● PROVIDED MATERIAL:
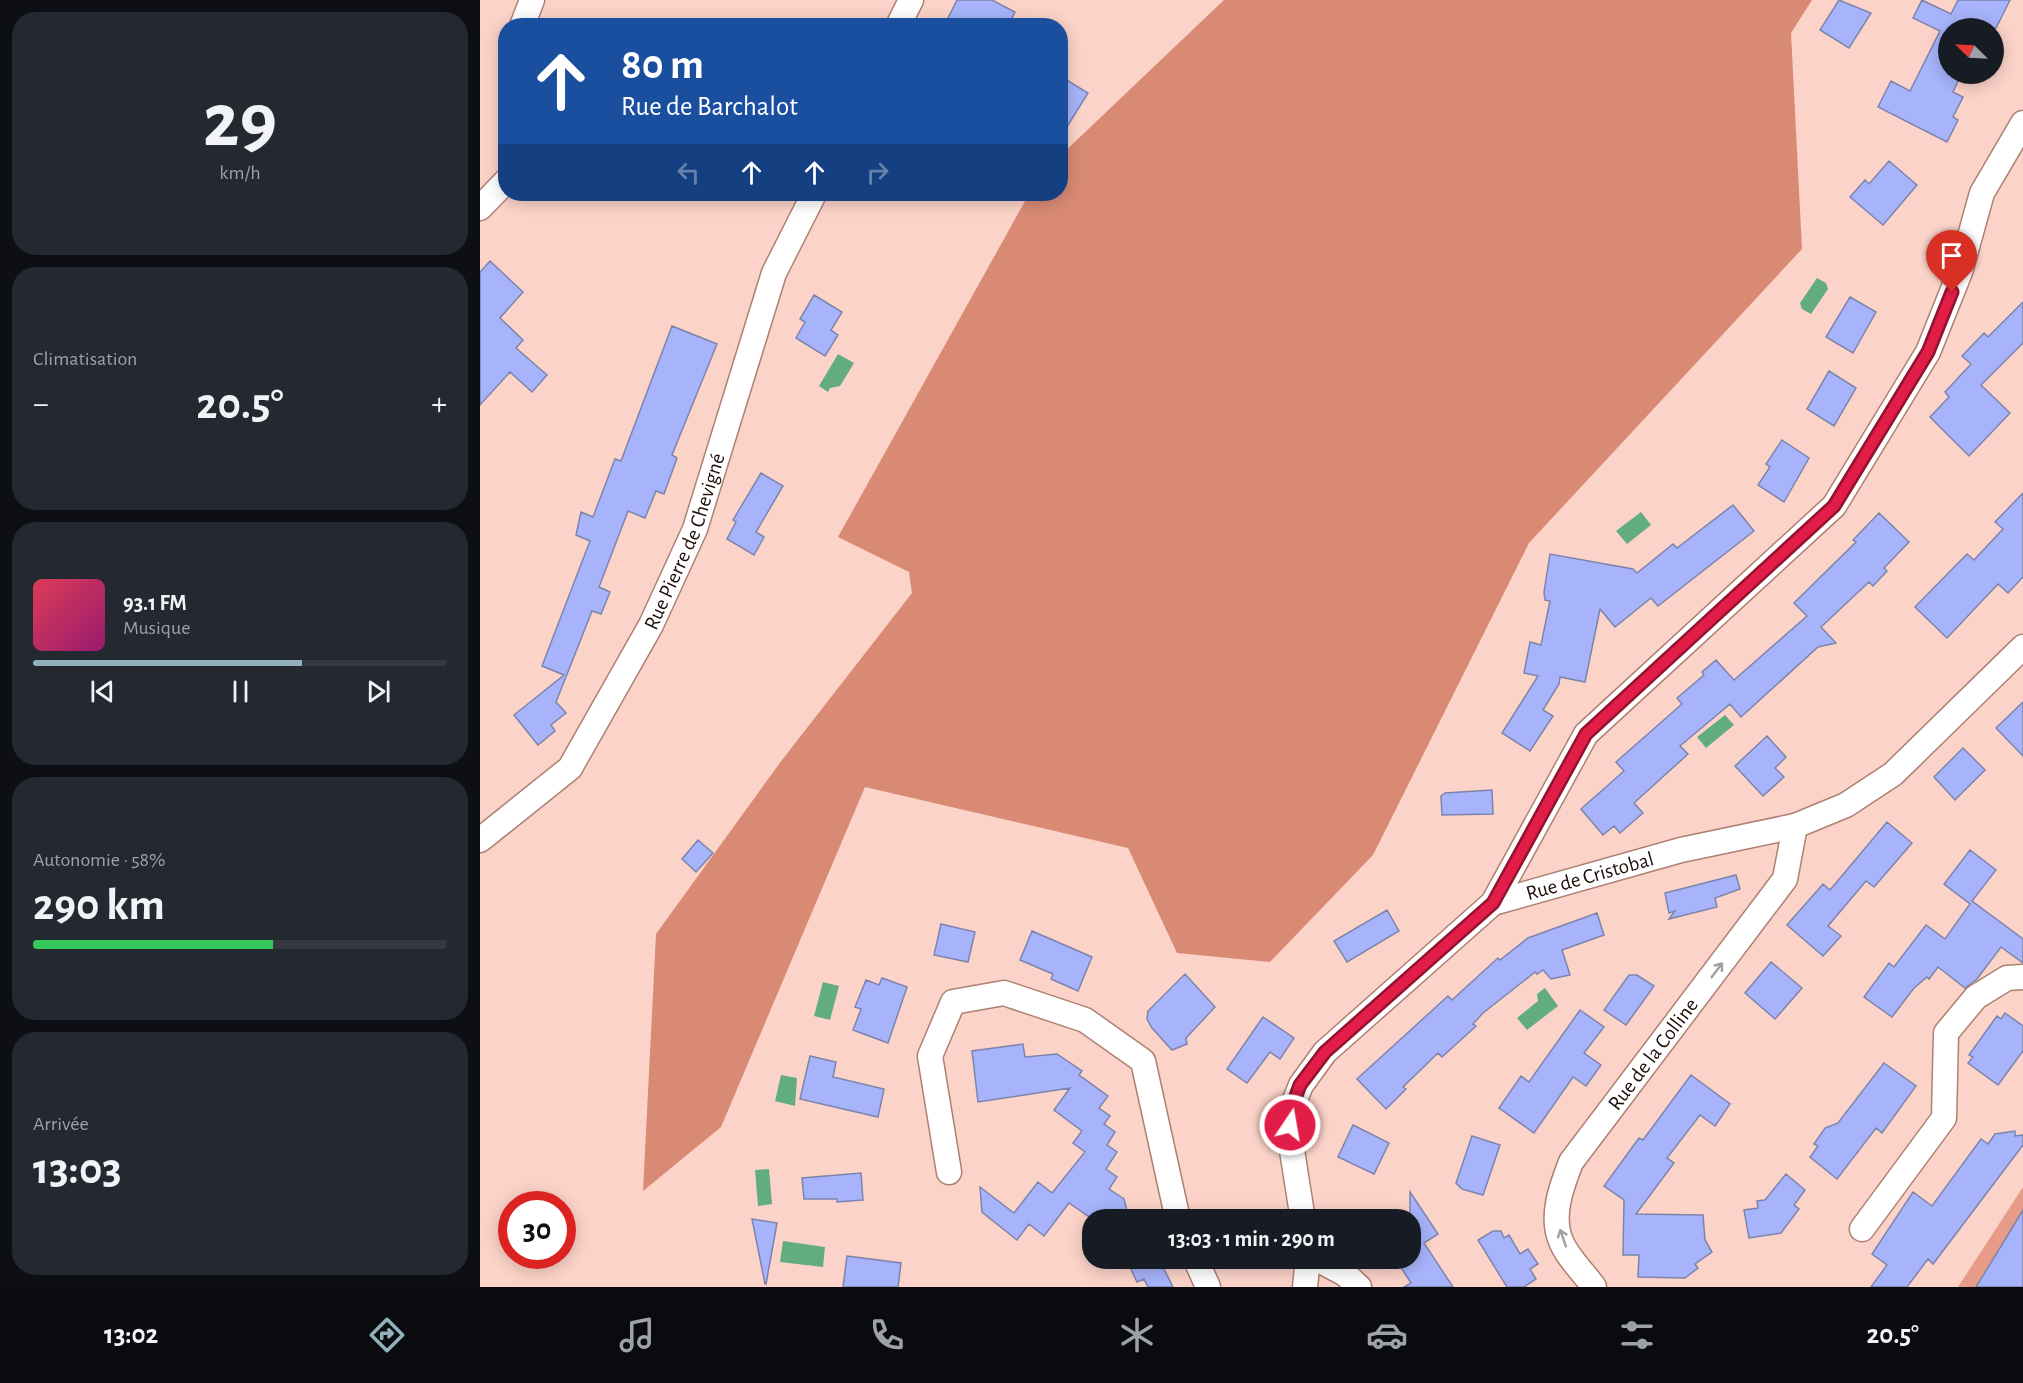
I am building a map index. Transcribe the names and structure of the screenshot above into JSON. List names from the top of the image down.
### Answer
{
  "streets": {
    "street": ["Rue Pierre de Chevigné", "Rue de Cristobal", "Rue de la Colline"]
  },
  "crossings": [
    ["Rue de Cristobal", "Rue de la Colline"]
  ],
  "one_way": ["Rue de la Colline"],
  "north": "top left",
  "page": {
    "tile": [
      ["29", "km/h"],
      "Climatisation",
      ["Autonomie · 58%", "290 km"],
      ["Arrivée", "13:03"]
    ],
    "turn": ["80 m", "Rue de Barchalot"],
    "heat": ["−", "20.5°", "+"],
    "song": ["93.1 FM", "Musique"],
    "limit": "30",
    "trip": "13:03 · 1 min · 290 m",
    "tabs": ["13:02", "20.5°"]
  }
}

● TRY IT: Retype each record exactly as it stands, but do not include the pictures.

● ANSWER SECTION:
I am building a map index. Transcribe the names and structure of the screenshot above into JSON. List names from the top of the image down.
### Answer
{
  "streets": {
    "street": ["Rue Pierre de Chevigné", "Rue de Cristobal", "Rue de la Colline"]
  },
  "crossings": [
    ["Rue de Cristobal", "Rue de la Colline"]
  ],
  "one_way": ["Rue de la Colline"],
  "north": "top left",
  "page": {
    "tile": [
      ["29", "km/h"],
      "Climatisation",
      ["Autonomie · 58%", "290 km"],
      ["Arrivée", "13:03"]
    ],
    "turn": ["80 m", "Rue de Barchalot"],
    "heat": ["−", "20.5°", "+"],
    "song": ["93.1 FM", "Musique"],
    "limit": "30",
    "trip": "13:03 · 1 min · 290 m",
    "tabs": ["13:02", "20.5°"]
  }
}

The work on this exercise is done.